Predicting Intervention Responsiveness to Improve Rehabilitation in People with Multiple Sclerosis

Principal Investigator: Kathleen Zackowski

Sponsored by the National Multiple Sclerosis Society -- RG 4668-A-1.

Multiple sclerosis (MS) is an inflammatory disease of the central nervous system (CNS) distinguished pathologically by inflammatory demyelination and axonal injury. It is characterized by a progressive functional decline although the course and clinical manifestations of the disease vary considerably from one patient to another, depending in part on the location of plaques (e.g., motor or sensory tracts within the CNS). The presently available pharmacologic treatments offer protection from new attacks, but do not help with recovery; thus in many cases patients rely only on rehabilitation for improvement. Because MS is so heterogeneous, the details of how and why individuals are responsive (or not responsive) to rehabilitative interventions may be critical for identifying characteristics that are treatable.

Here we propose to determine whether measures of clinical impairments and tract specific MRI can improve our ability to predict who will be most responsive to a progressive resistance exercise intervention and improve functional movement. We will perform a 12-week progressive resistive training intervention. We will measure sensory and motor impairments, walking ability, and other functional tasks before and after the intervention. We will also use diffusion tensor imaging (DTI), an advanced tract specific MRI technique that quantifies axonal loss and demyelination. DTI will be done before treatment to assess the integrity of two of the major motor (Corticospinal, CST) and sensory (Dorsal column-medial lemniscus, DC-ML) tracts across the full extent of the cervical spinal cord and brain.

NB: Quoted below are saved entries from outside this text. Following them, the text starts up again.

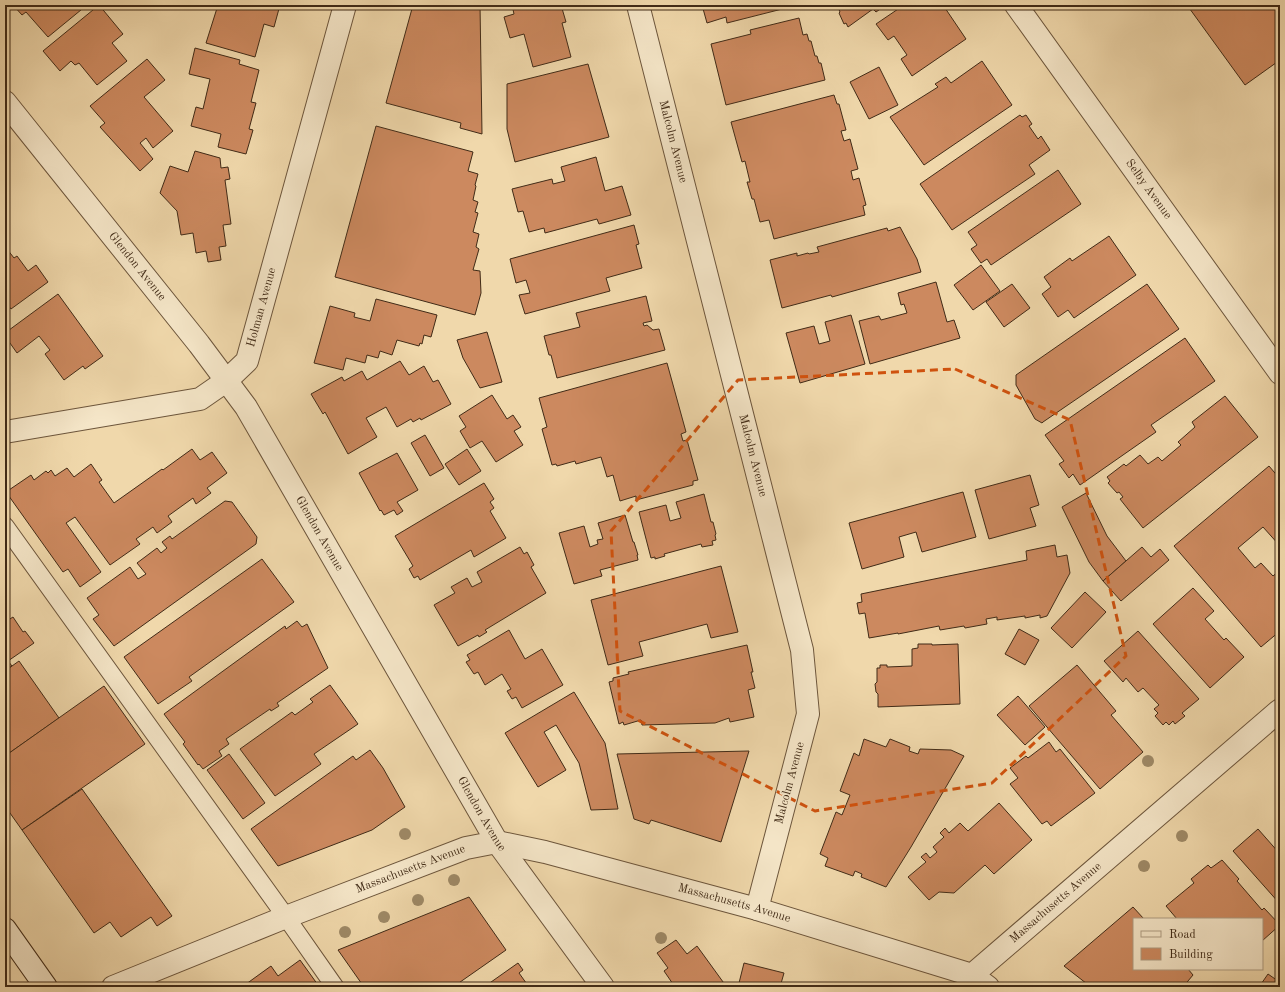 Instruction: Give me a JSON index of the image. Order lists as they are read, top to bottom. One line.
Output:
{"streets":{"street":["Malcolm Avenue","Selby Avenue","Glendon Avenue","Holman Avenue","Massachusetts Avenue"]},"crossings":[["Malcolm Avenue","Massachusetts Avenue"],["Glendon Avenue","Holman Avenue"],["Glendon Avenue","Massachusetts Avenue"]],"legend":["Road","Building"]} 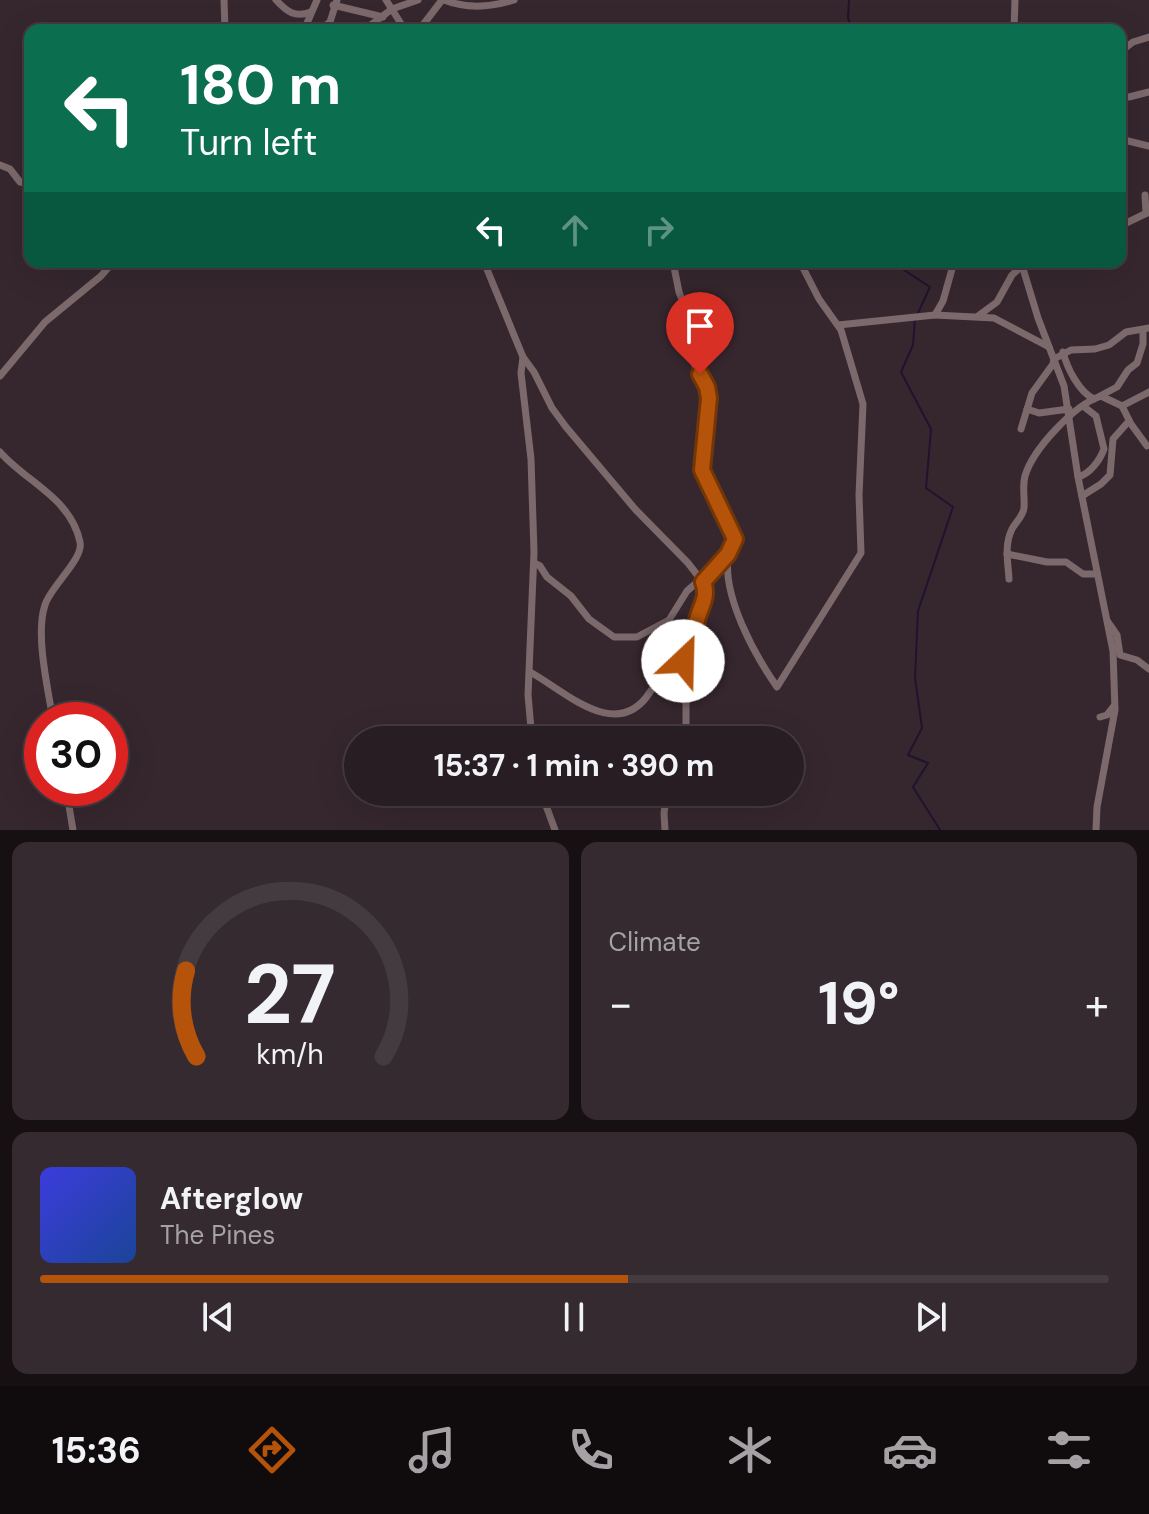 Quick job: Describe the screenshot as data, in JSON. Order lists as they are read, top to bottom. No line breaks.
{"page":{"turn":["180 m","Turn left"],"limit":"30","trip":"15:37 · 1 min · 390 m","tile":"Climate","heat":["−","19°","+"],"song":["Afterglow","The Pines"],"tabs":"15:36","gauge":["27","km/h"]}} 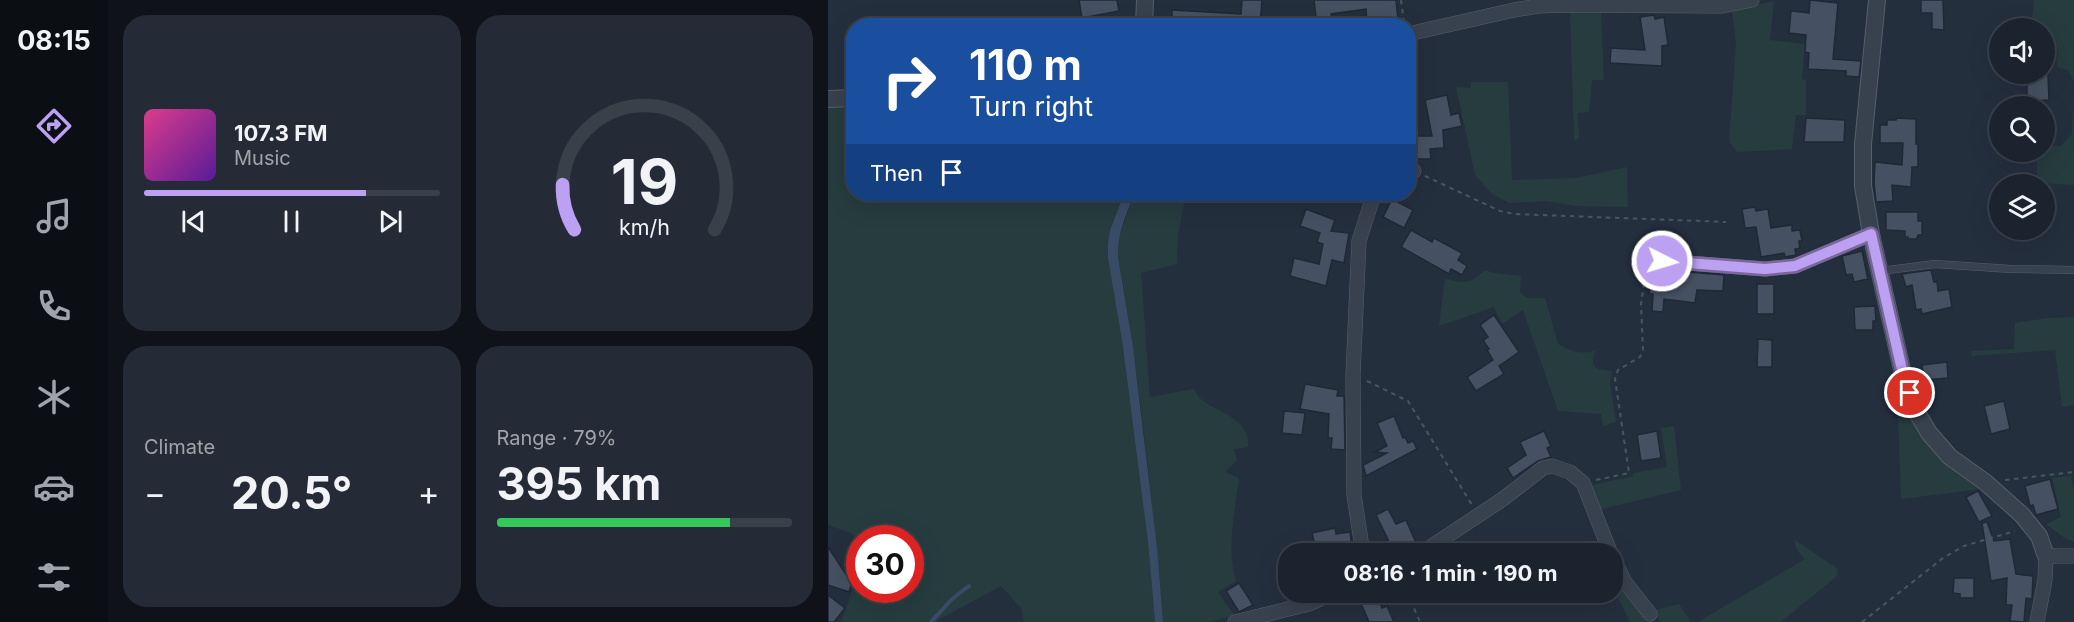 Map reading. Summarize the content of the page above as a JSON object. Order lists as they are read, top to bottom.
{
  "page": {
    "tabs": "08:15",
    "turn": ["110 m", "Turn right"],
    "song": ["107.3 FM", "Music"],
    "then": "Then",
    "tile": [
      "Climate",
      ["Range · 79%", "395 km"]
    ],
    "heat": ["−", "20.5°", "+"],
    "limit": "30",
    "trip": "08:16 · 1 min · 190 m",
    "gauge": ["19", "km/h"]
  }
}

We hypothesize that a combination of impairment measures and MRI-based measures will predict improvement in functional movements following three months of progressive resistance training. To test these hypotheses, we are using a rigorous biologic approach that combines clinical evaluation, advanced neuroimaging methods, and measures of impairment and disability to provide a more precise prognosis in terms of physical disability and to predict who is likely to respond to a physical intervention. We think that studying the neurobiology of myelin and axon integrity in combination with clinical and impairment measures will lead to both theoretical insights for improving rehabilitation for individuals with MS and to novel treatment strategies based on biological rather than empirical principles.